**YOUR GOAL:** Repeat only the stretch of lines below that runs from the line with "return path;" through the line with "context.textAlign = isNaN(turn)", unaltered.

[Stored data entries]
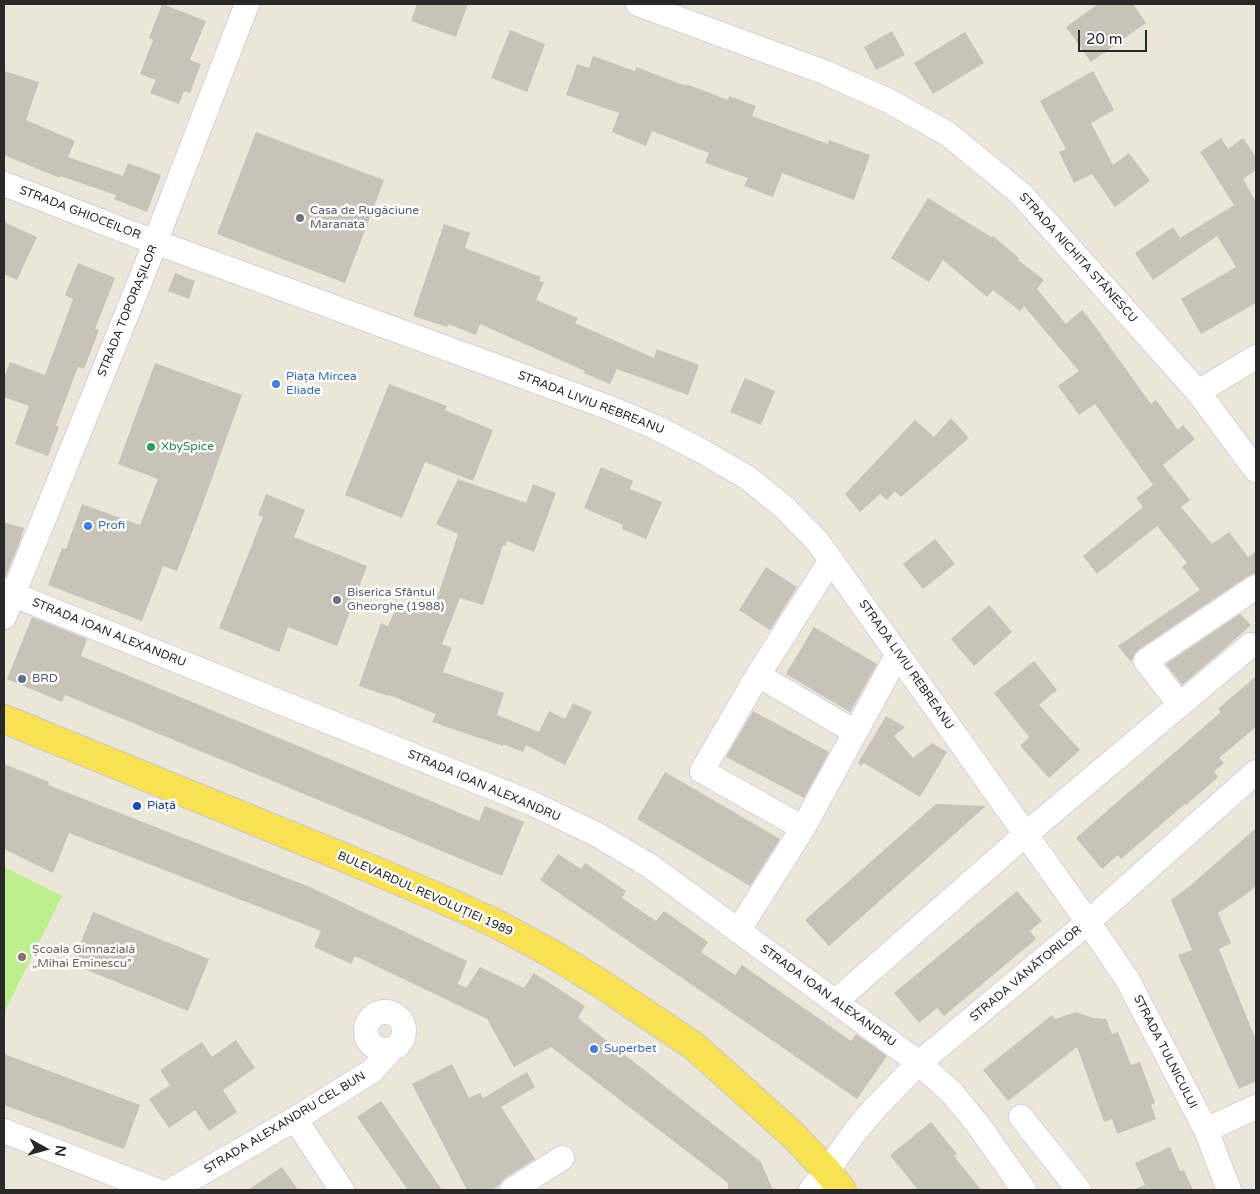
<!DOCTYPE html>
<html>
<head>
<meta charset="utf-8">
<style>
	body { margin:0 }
	#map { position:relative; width:1260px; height:1194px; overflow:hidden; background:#ece6d9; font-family:"Varela Round",sans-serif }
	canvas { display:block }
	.frame { position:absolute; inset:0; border:5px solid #292929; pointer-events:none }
	.north { position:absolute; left:20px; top:1124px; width:50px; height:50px; -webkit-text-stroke:4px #fff; paint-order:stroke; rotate:97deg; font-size:14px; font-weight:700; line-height:20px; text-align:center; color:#292929 }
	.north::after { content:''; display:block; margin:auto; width:18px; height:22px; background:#292929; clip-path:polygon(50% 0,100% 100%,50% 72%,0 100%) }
	.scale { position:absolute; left:1078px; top:30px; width:69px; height:22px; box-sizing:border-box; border:2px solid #292929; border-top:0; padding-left:6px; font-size:15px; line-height:18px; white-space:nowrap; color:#292929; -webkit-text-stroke:4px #fff; paint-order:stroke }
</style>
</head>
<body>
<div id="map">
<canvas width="1260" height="1194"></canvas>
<div class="frame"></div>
<div class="north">N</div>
<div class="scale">20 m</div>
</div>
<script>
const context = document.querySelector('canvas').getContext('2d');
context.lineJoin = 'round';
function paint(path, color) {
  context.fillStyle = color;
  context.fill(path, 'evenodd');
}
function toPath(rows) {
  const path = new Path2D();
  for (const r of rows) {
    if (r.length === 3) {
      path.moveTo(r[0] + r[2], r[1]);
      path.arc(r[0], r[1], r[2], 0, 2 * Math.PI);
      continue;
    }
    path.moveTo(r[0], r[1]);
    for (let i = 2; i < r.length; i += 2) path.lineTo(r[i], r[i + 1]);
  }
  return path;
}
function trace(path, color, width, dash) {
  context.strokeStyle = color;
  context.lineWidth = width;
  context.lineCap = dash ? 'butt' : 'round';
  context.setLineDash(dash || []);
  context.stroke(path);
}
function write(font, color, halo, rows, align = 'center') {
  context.font = font + ' "Varela Round",sans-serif';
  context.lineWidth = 5;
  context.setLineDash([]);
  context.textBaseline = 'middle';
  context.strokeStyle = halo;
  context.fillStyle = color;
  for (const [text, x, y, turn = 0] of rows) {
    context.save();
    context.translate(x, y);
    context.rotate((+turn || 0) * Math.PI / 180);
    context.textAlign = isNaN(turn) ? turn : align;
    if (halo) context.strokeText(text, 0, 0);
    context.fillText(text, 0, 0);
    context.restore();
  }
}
paint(toPath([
	[6,868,62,896,4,1013,4,872]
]), '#bcef8d');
paint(toPath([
	[162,4,206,21,190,60,201,64,190,93,184,91,179,104,150,93,156,80,140,74,153,40,149,38],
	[417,4,468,4,456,37,411,21],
	[1098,4,1133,4,1146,23,1091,62,1066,27],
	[510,30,545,44,527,92,491,78],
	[892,31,905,55,876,70,864,47],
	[965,32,984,63,933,94,914,63],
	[593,56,635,71,636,67,686,86,686,84,728,100,729,96,756,106,752,116,828,144,829,140,870,155,854,200,782,173,773,197,744,186,748,178,705,163,709,153,652,131,646,146,612,132,619,113,566,95,577,64,589,68],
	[4,71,39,82,26,120,75,141,68,157,123,176,128,163,161,175,147,212,114,199,116,195,60,176,60,178,4,155],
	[1093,71,1114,110,1091,123,1113,165,1129,153,1150,181,1115,207,1092,174,1074,183,1059,152,1066,149,1040,101],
	[256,132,384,180,345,283,217,234],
	[1221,138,1228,149,1243,138,1256,157,1256,170,1243,179,1256,202,1256,303,1201,334,1181,299,1236,267,1217,236,1153,280,1135,253,1173,227,1180,238,1234,205,1200,152],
	[928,198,991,237,993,236,1019,258,1018,260,1044,280,1037,289,1066,324,1082,310,1102,335,1102,336,1151,404,1156,400,1178,430,1183,425,1195,439,1163,465,1190,500,1181,507,1212,544,1229,532,1248,557,1256,551,1256,573,1248,576,1138,650,1134,655,1131,662,1118,646,1200,590,1182,567,1187,563,1157,526,1097,574,1083,556,1143,507,1136,498,1153,485,1095,404,1079,415,1058,386,1079,371,1024,306,1020,311,993,290,987,297,943,260,929,282,891,258],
	[4,222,37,237,17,280,4,274],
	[444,224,470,233,465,248,541,277,539,281,544,282,536,300,578,318,575,323,654,358,657,349,699,365,688,395,617,369,610,384,584,373,585,371,480,324,476,335,448,324,447,327,413,316],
	[78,263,115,278,95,329,99,330,84,369,78,367,56,425,59,427,48,456,15,444,29,406,4,397,4,378,10,362,45,375,73,299,65,295],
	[175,273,195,281,189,299,168,291],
	[155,363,242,395,199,514,177,571,163,566,142,621,48,585,62,548,66,549,82,504,140,525,158,479,118,464],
	[745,378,775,391,761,425,730,412],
	[389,384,447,406,445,410,493,430,473,481,425,462,402,518,345,495],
	[951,418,969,438,901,497,895,491,887,500,880,494,860,512,845,494,915,420,934,437],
	[601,467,633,481,630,489,662,502,646,539,622,529,623,525,584,508],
	[458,479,526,503,533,484,556,493,534,552,507,541,506,546,503,545,483,605,460,598,442,644,452,648,443,672,504,693,497,715,539,732,549,711,565,719,573,703,592,712,565,765,526,745,523,752,503,744,503,746,432,722,436,714,389,695,388,696,359,686,381,623,388,626,399,602,432,614,458,534,436,524],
	[266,494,305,510,294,537,367,566,337,646,288,627,279,652,219,628,263,517,258,515],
	[4,522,24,528,20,541,5,578,4,578],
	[935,539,955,564,923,589,903,564],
	[766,567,797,587,770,630,739,610],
	[989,605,1012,632,974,666,951,639],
	[1240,614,1251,625,1223,650,1182,685,1166,664],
	[32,617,87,639,81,656,479,821,485,806,524,822,502,876,65,695,62,702,7,679],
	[814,627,877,664,850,712,786,674],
	[1034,661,1057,690,1039,705,1080,750,1049,778,1020,746,1029,737,994,693],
	[1256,676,1256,727,1219,758,1224,763,1214,772,1218,777,1186,805,1185,804,1121,859,1118,855,1102,869,1076,838,1221,712,1218,709],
	[753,711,829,752,804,798,726,757],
	[886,716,905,727,894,736,913,758,932,743,947,752,920,797,864,763,861,766,858,763],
	[4,764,49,782,48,785,312,888,467,961,458,984,466,988,480,967,524,988,534,973,585,1006,578,1018,761,1162,773,1190,728,1190,728,1183,551,1047,514,1067,487,1019,355,956,351,964,314,947,321,931,69,833,53,873,4,849],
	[665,772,780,839,750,886,637,819],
	[936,804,986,806,829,946,805,920],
	[1256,828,1256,886,1244,896,1218,913,1231,943,1219,949,1256,1040,1256,1081,1239,1089,1178,955,1192,950,1171,900,1191,885],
	[558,854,581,869,585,863,626,891,622,898,656,921,664,911,708,942,701,952,735,975,742,965,851,1041,856,1034,887,1056,857,1099,540,880],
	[1017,891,1042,921,1030,931,1036,939,944,1016,937,1008,919,1023,894,993],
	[93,912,209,959,188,1011,72,964],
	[1076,1012,1093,1018,1106,1019,1112,1034,1118,1032,1131,1065,1140,1062,1155,1103,1151,1105,1156,1119,1117,1134,1112,1119,1104,1122,1077,1047,1008,1101,983,1070,1052,1015,1055,1019],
	[236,1040,255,1068,223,1090,237,1112,209,1131,195,1110,169,1128,149,1099,170,1085,160,1070,202,1042,212,1057],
	[4,1054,140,1105,124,1149,4,1105],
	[452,1064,469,1098,480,1093,483,1098,527,1072,535,1087,501,1107,535,1159,505,1178,499,1185,492,1190,467,1190,412,1084],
	[381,1101,442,1190,408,1190,357,1117],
	[931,1122,957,1154,954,1156,981,1190,918,1190,890,1155],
	[1170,1147,1180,1171,1184,1170,1193,1190,1135,1190,1135,1189,1145,1185,1135,1163],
	[282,1167,298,1190,248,1190]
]), '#c7c3b9');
const minor = toPath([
	[638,4,824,72,889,101,948,134,1021,194,1198,392,1256,470],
	[4,184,136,235,610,408,655,427,700,450,748,478,785,508,818,542,1088,922,1127,979,1206,1130,1229,1190],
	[1198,392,1256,357],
	[4,591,531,803,596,834,650,866,919,1063,952,1093,979,1126,1024,1190],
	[4,617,141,279,247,4],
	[758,675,855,732],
	[1180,705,1146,661,1256,587],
	[803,828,702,771,758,675,831,560],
	[738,931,803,828,898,654],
	[836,1001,1026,834,1251,645],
	[385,1031,19],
	[1021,1117,1079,1190],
	[295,1119,342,1190],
	[1206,1130,1256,1107],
	[4,1131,155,1190],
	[172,1190,295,1119,372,1071,392,1049],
	[512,1190,562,1158],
	[811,1190,827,1171,854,1133,874,1109,919,1063,1088,922,1256,772]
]);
const major = toPath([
	[4,719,338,855,442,899,495,923,551,953,600,983,694,1046,793,1135,827,1171,842,1190]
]);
trace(minor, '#cfd1e3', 26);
trace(major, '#c7c7c7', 30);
trace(minor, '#fff', 24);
trace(major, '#f8e152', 28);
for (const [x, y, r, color] of [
	[300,218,5,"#6b7280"],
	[276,384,5,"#3f7fe0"],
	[151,447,5,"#2e9e5b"],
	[88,526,5,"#3f7fe0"],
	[337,600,5,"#6b7280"],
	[22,679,5,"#5c6f8a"],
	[137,806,5,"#1a4fb4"],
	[22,957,5,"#8d6e63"],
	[594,1049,5,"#3f7fe0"]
]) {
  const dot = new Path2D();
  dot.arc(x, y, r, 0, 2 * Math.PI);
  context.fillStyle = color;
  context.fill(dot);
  trace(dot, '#fff', 2);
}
write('12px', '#5b616d', '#fff', [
	["Casa de Rugăciune",310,211],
	["Maranata",310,225],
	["Biserica Sfântul",347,593],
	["Gheorghe (1988)",347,607]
], 'left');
write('12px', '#292929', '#fff', [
	["STRADA GHIOCEILOR",80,213,21],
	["STRADA NICHITA STĂNESCU",1078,258,48],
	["STRADA TOPORAȘILOR",128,311,-68],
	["STRADA LIVIU REBREANU",591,403,21],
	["STRADA IOAN ALEXANDRU",109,633,22],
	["STRADA LIVIU REBREANU",906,665,55],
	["STRADA IOAN ALEXANDRU",484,786,23],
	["BULEVARDUL REVOLUȚIEI 1989",425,894,24],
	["STRADA VÂNĂTORILOR",1026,974,-40],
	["STRADA IOAN ALEXANDRU",828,996,36],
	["STRADA TULNICULUI",1165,1052,63],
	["STRADA ALEXANDRU CEL BUN",285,1123,-31]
]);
write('12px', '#366cbe', '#fff', [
	["Piața Mircea",286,377],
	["Eliade",286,391],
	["Profi",98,526],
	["Superbet",604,1049]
], 'left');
write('12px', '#27864d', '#fff', [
	["XbySpice",161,447]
], 'left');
write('12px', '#4e5e75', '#fff', [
	["BRD",32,679]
], 'left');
write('12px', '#164399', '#fff', [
	["Piață",147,806]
], 'left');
write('12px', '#785e54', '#fff', [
	["Școala Gimnazială",32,950],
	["„Mihai Eminescu”",32,964]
], 'left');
</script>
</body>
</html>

**OUTPUT FOR THIS TASK:**
  return path;
}
function trace(path, color, width, dash) {
  context.strokeStyle = color;
  context.lineWidth = width;
  context.lineCap = dash ? 'butt' : 'round';
  context.setLineDash(dash || []);
  context.stroke(path);
}
function write(font, color, halo, rows, align = 'center') {
  context.font = font + ' "Varela Round",sans-serif';
  context.lineWidth = 5;
  context.setLineDash([]);
  context.textBaseline = 'middle';
  context.strokeStyle = halo;
  context.fillStyle = color;
  for (const [text, x, y, turn = 0] of rows) {
    context.save();
    context.translate(x, y);
    context.rotate((+turn || 0) * Math.PI / 180);
    context.textAlign = isNaN(turn) ? turn : align;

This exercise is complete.